:: PROBLEM ::
Work out the count of lines in the entries below that include "overflow", and write only that count.

:: RECORDS ::
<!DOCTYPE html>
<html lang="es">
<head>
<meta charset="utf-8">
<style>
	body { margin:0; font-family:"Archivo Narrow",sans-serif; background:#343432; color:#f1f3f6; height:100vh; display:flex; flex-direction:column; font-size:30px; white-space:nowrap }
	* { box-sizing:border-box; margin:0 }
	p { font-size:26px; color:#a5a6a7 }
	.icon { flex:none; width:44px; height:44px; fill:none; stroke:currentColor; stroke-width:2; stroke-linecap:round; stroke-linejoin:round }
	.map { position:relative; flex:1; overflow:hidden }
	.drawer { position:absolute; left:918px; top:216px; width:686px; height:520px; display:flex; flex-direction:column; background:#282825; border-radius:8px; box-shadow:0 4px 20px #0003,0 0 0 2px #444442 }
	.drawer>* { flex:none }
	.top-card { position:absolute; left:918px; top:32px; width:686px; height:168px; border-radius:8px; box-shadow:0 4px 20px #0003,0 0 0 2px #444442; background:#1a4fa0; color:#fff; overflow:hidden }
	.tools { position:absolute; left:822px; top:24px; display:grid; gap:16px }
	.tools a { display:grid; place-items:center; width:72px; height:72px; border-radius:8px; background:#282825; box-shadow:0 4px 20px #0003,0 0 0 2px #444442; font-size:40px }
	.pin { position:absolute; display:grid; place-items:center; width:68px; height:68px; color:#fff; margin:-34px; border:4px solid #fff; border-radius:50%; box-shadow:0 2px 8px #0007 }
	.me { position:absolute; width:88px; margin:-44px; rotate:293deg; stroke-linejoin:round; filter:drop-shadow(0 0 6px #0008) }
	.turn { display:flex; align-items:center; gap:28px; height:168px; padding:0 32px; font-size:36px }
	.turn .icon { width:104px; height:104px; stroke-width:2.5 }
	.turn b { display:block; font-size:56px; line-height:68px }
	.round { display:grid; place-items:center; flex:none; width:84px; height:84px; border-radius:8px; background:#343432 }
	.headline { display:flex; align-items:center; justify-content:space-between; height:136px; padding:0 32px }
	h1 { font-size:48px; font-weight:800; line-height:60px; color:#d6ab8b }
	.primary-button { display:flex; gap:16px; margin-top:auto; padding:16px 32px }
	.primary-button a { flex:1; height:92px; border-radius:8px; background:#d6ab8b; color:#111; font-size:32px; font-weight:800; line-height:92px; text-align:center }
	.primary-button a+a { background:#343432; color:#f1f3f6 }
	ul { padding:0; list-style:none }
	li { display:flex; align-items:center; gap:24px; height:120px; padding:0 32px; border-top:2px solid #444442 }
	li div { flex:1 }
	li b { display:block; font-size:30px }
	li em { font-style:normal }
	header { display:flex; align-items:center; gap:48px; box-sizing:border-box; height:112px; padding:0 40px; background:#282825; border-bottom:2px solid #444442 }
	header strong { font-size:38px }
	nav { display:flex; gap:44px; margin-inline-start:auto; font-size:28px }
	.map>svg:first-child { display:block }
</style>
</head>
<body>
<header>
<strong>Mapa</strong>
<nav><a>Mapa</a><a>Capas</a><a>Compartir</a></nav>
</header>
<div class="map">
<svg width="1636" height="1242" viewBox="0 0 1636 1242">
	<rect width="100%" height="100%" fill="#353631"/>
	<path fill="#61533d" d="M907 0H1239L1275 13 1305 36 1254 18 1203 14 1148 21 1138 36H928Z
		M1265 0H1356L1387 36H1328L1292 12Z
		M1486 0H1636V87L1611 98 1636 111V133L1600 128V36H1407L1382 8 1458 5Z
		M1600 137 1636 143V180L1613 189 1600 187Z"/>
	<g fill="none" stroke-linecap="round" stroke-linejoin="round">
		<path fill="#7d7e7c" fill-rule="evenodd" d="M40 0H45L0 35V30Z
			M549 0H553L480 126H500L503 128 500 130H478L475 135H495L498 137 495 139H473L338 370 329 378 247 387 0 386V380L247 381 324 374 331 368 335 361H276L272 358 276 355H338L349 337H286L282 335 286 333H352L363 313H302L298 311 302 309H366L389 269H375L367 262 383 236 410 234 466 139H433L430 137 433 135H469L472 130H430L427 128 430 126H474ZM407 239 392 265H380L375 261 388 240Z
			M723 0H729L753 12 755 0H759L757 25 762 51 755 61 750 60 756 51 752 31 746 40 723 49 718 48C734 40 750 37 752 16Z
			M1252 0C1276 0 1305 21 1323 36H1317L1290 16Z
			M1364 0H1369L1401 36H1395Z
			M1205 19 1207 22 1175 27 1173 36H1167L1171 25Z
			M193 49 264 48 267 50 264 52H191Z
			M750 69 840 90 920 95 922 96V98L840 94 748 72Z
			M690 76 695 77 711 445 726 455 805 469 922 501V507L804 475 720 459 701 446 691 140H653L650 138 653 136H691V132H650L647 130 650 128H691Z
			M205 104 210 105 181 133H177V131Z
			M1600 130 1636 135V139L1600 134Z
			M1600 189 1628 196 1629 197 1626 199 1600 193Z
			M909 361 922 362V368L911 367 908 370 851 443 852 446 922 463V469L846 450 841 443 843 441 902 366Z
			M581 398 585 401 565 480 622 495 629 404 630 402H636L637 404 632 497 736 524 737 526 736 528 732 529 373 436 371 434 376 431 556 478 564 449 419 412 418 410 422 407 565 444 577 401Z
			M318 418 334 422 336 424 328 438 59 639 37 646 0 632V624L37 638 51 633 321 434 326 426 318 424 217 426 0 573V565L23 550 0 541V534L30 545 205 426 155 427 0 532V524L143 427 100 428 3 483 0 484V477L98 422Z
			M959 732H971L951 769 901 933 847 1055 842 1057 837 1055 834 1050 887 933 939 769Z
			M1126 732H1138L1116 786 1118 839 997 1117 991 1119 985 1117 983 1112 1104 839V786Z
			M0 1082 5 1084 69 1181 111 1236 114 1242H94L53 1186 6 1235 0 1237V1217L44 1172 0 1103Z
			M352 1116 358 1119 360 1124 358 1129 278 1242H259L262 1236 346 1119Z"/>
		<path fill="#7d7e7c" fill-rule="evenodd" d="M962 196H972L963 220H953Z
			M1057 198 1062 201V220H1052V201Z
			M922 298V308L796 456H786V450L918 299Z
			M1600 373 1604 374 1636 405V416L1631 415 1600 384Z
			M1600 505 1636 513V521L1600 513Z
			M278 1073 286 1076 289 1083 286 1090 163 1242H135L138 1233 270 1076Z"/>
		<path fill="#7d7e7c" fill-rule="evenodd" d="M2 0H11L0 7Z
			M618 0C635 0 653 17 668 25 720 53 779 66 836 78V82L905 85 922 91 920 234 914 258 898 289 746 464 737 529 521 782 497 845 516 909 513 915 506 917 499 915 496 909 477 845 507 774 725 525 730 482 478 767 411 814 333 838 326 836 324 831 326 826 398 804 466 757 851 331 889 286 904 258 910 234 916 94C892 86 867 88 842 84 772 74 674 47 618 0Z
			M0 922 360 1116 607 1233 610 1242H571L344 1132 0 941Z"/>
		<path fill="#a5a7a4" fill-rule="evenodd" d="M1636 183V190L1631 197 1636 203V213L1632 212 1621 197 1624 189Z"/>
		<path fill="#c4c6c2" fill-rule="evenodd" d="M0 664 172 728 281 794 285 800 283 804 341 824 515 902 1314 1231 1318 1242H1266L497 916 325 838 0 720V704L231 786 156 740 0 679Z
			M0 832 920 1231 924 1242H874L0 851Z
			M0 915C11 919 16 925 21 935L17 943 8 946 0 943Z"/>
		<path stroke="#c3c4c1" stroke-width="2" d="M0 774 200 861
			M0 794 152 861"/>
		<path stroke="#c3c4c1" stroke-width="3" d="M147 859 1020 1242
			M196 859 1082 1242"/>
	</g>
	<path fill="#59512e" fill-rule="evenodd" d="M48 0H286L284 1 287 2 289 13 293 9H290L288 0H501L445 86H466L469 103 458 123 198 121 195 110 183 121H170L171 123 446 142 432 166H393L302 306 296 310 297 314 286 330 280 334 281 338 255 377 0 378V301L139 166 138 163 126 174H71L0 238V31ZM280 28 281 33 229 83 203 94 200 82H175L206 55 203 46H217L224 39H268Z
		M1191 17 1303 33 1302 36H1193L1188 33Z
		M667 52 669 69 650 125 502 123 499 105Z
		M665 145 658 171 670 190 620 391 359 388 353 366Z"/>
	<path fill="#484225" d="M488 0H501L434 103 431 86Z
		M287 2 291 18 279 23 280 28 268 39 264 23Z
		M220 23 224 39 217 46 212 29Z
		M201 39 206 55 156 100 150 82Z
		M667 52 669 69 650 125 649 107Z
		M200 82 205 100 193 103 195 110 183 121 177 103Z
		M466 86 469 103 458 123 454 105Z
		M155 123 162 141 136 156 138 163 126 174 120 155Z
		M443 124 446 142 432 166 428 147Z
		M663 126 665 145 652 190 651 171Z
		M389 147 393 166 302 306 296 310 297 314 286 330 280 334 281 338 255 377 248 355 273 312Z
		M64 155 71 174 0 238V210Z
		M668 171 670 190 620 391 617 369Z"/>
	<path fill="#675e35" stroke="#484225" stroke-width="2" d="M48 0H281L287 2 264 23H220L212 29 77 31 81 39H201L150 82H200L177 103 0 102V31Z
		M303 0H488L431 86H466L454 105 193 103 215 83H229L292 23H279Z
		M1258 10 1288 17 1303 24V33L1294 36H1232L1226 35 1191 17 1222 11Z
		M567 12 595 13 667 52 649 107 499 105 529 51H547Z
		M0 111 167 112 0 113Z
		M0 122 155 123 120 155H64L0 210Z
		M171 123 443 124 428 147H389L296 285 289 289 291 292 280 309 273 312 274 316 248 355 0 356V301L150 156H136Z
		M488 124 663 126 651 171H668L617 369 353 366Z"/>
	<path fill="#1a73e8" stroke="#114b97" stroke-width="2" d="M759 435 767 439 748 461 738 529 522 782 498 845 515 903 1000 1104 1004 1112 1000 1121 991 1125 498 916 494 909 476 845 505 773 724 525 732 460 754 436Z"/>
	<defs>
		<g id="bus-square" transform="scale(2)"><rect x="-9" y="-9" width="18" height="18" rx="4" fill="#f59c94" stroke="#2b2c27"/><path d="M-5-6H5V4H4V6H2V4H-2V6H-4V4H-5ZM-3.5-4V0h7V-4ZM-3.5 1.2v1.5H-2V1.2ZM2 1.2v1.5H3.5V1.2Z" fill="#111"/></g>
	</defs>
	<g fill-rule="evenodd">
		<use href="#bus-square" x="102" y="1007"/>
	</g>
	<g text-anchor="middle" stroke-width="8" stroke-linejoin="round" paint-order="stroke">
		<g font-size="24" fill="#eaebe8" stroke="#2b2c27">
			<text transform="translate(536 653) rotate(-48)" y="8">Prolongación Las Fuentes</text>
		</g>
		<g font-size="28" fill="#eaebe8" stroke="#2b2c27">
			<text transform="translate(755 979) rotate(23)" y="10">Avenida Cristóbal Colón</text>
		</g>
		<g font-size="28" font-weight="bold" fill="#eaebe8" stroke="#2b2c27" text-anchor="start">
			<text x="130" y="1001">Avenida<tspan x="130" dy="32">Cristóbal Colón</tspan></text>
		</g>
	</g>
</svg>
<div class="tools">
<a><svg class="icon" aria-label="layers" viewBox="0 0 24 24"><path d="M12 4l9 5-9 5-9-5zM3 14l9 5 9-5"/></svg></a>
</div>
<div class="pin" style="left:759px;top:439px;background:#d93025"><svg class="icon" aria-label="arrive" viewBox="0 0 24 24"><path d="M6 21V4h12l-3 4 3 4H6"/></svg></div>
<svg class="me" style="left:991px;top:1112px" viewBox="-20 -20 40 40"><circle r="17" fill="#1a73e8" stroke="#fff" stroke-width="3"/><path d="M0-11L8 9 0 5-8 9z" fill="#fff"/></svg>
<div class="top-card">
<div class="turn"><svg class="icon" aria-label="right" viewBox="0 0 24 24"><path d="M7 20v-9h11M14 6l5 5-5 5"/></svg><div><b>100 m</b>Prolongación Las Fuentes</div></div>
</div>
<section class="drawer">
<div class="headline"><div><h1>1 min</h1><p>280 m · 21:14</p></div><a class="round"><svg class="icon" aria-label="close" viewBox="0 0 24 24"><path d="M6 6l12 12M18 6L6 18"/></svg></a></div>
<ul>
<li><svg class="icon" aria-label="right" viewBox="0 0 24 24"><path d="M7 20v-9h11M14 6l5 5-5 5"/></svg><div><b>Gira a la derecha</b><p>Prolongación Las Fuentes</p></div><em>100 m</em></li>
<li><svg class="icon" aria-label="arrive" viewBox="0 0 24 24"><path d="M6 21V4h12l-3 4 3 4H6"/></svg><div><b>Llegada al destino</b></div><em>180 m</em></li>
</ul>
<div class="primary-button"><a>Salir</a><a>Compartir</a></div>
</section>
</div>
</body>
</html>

:: THE COMPLETED TASK ::
2